**Extracted data entries**
━━━━━━

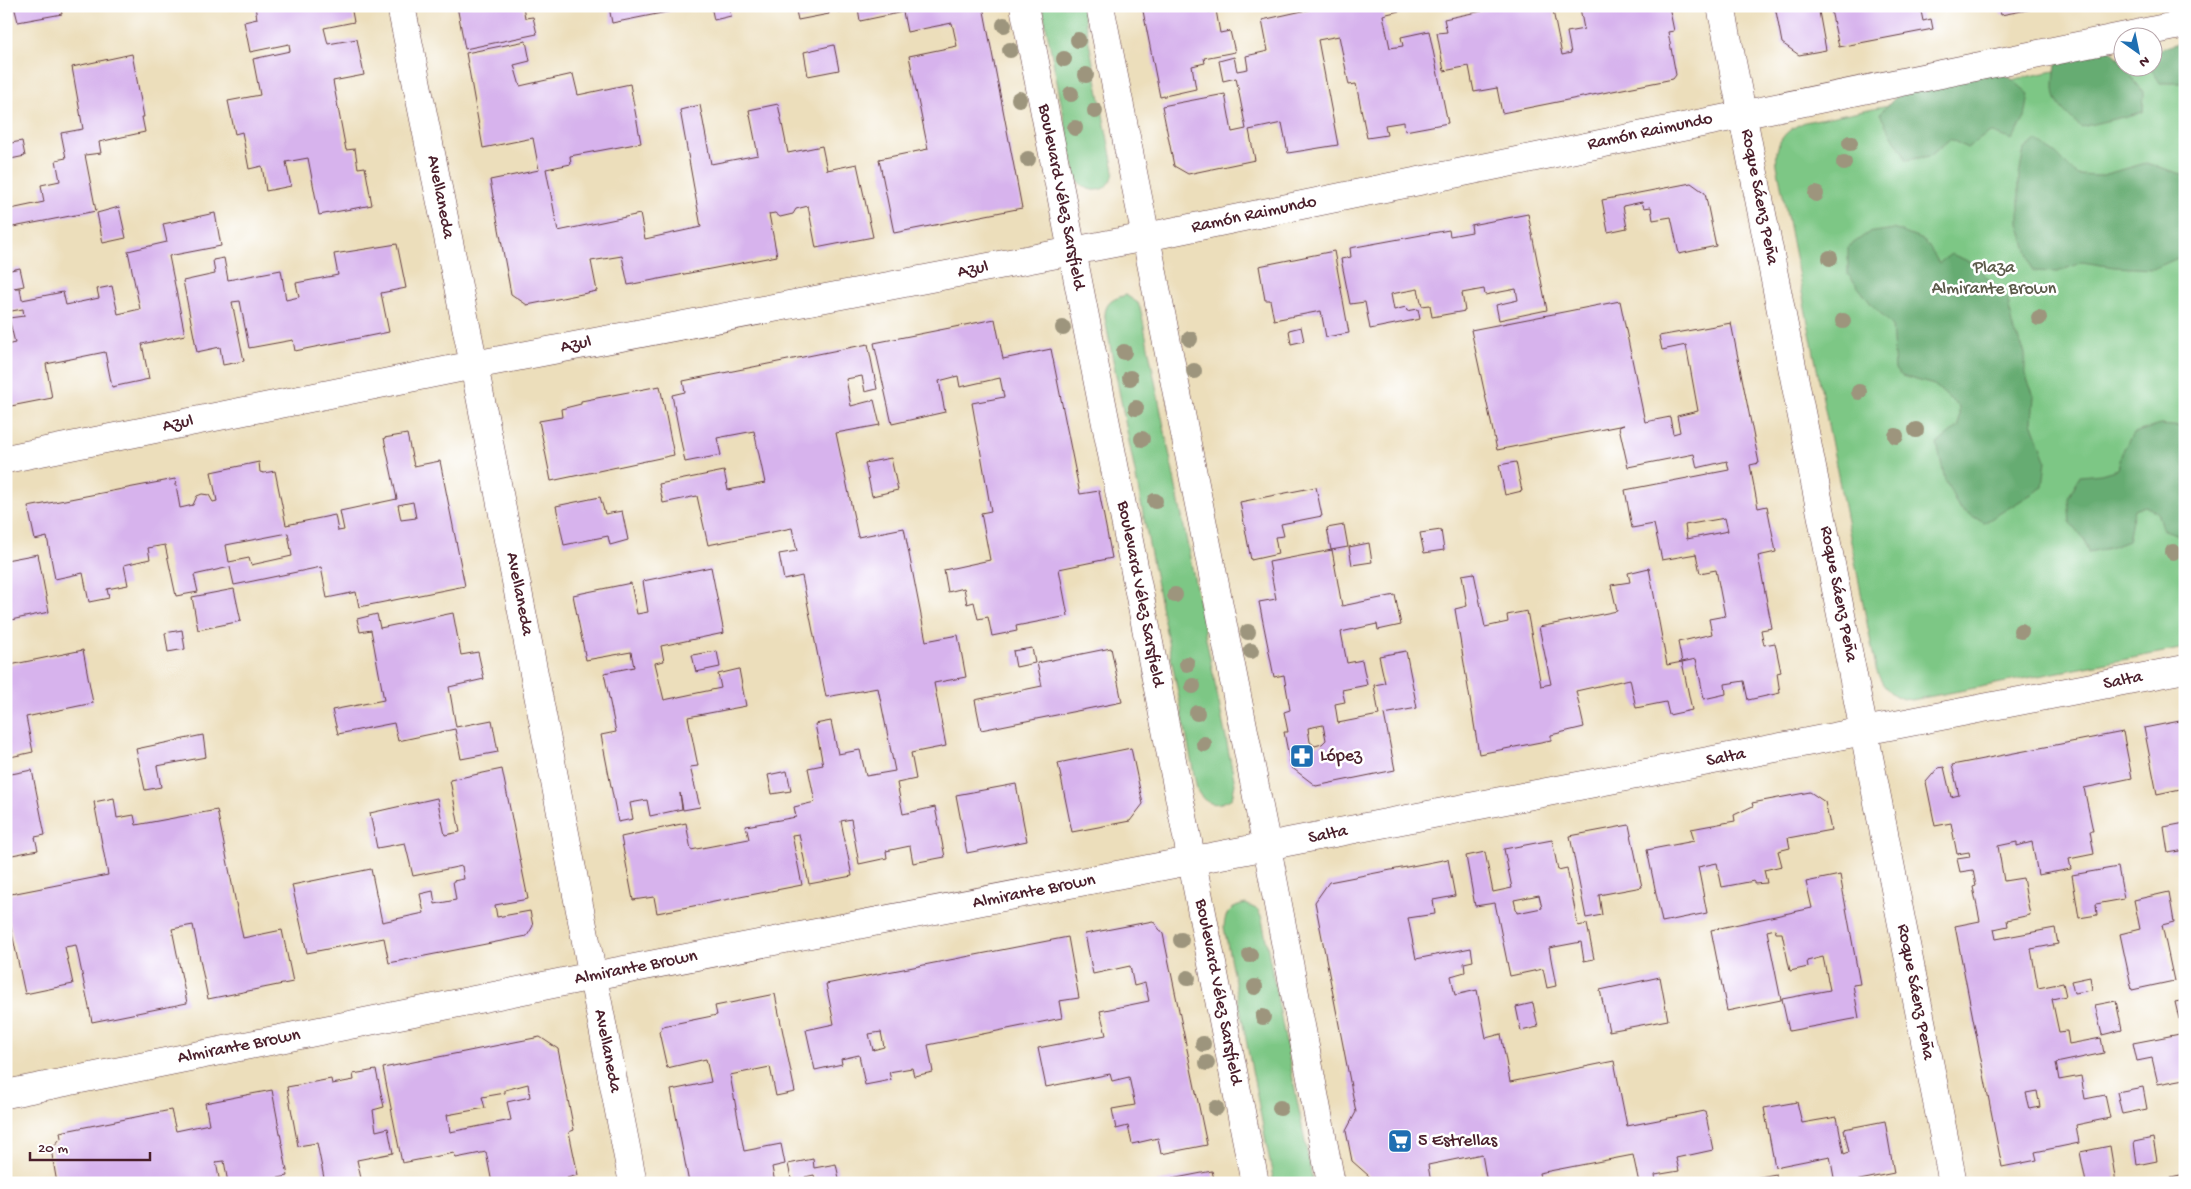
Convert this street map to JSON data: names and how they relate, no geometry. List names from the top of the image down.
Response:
{
  "streets": {
    "street": [
      "Ramón Raimundo",
      "Avellaneda",
      "Boulevard Vélez Sarsfield",
      "Roque Sáenz Peña",
      "Azul",
      "Salta",
      "Almirante Brown"
    ]
  },
  "crossings": [
    ["Ramón Raimundo", "Roque Sáenz Peña"],
    ["Ramón Raimundo", "Azul"],
    ["Avellaneda", "Azul"],
    ["Avellaneda", "Almirante Brown"],
    ["Boulevard Vélez Sarsfield", "Azul"],
    ["Boulevard Vélez Sarsfield", "Almirante Brown"],
    ["Roque Sáenz Peña", "Salta"],
    ["Salta", "Almirante Brown"]
  ],
  "parks": ["Plaza Almirante Brown"],
  "places": {
    "pharmacy": ["López"],
    "supermarket": ["5 Estrellas"]
  },
  "scale_bar": "20 m",
  "north": "bottom right"
}
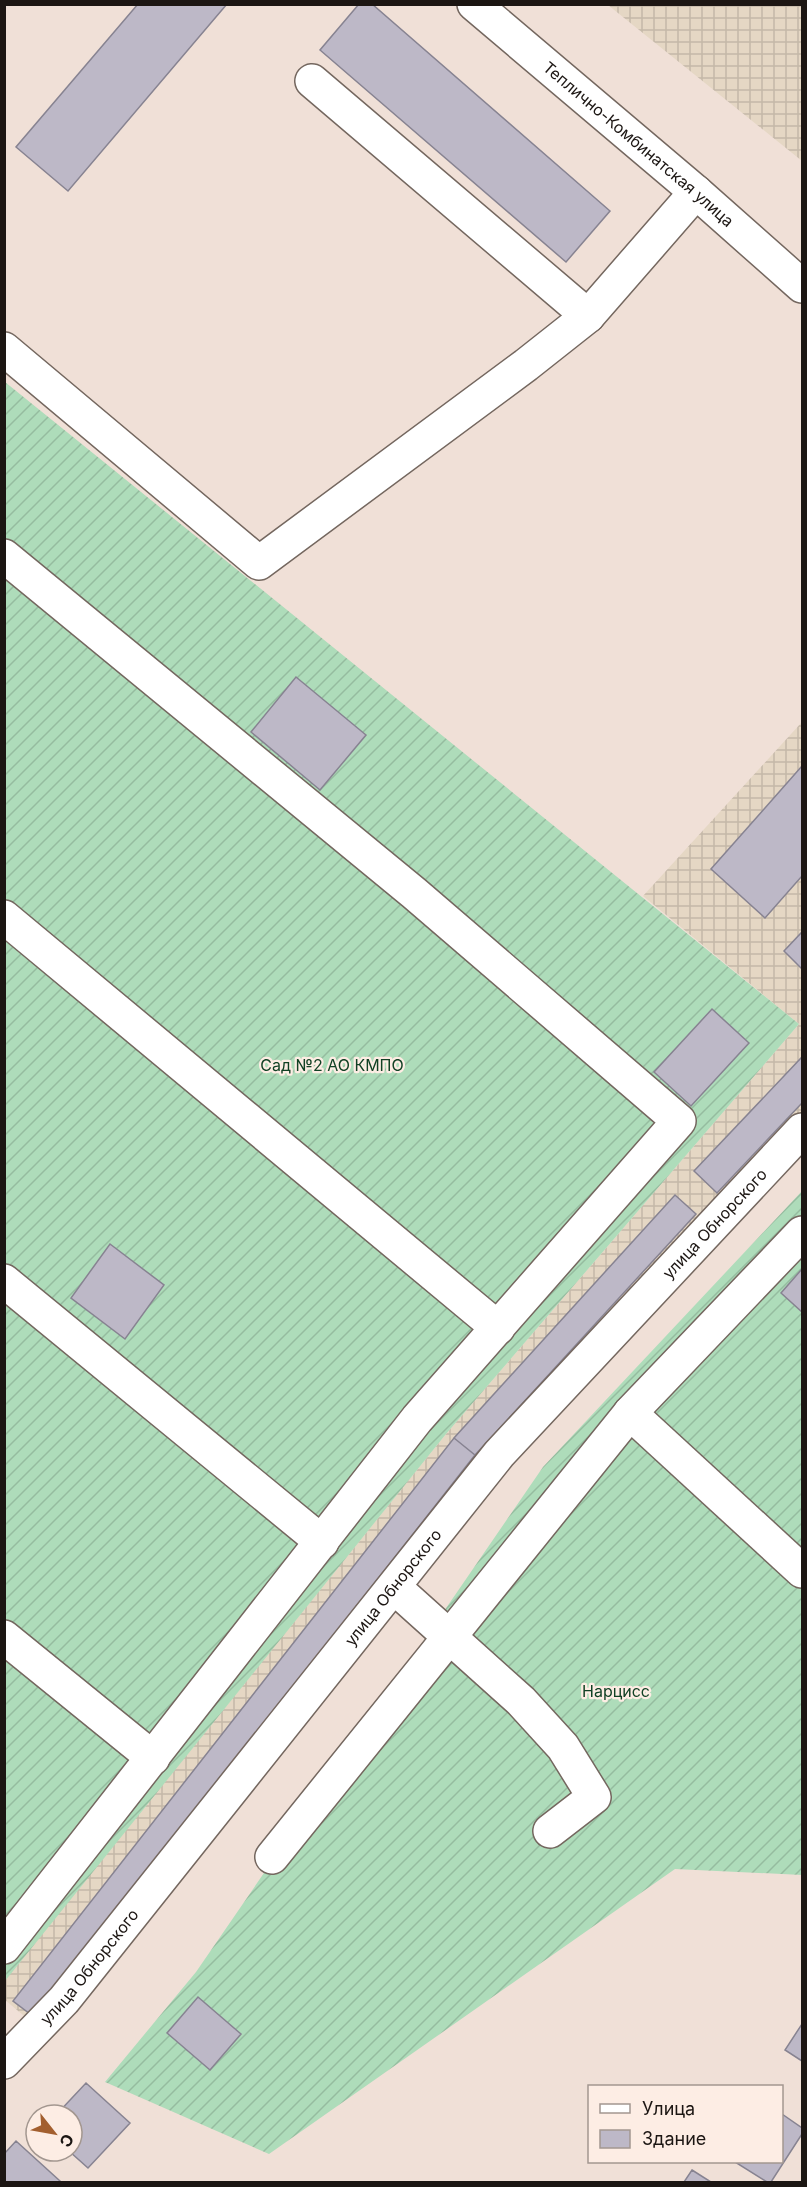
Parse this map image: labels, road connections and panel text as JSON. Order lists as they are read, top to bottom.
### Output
{
  "streets": {
    "street": ["Теплично-Комбинатская улица", "улица Обнорского"]
  },
  "parks": ["Сад №2 АО КМПО", "Нарцисс"],
  "legend": ["Улица", "Здание"],
  "north": "bottom right"
}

━━━━━━

**Exercise brief**
Copy out every line of the data that includes the word "JSON".

**Exercise output**
Convert this street map to JSON data: names and how they relate, no geometry. List names from the top of the image down.
Parse this map image: labels, road connections and panel text as JSON. Order lists as they are read, top to bottom.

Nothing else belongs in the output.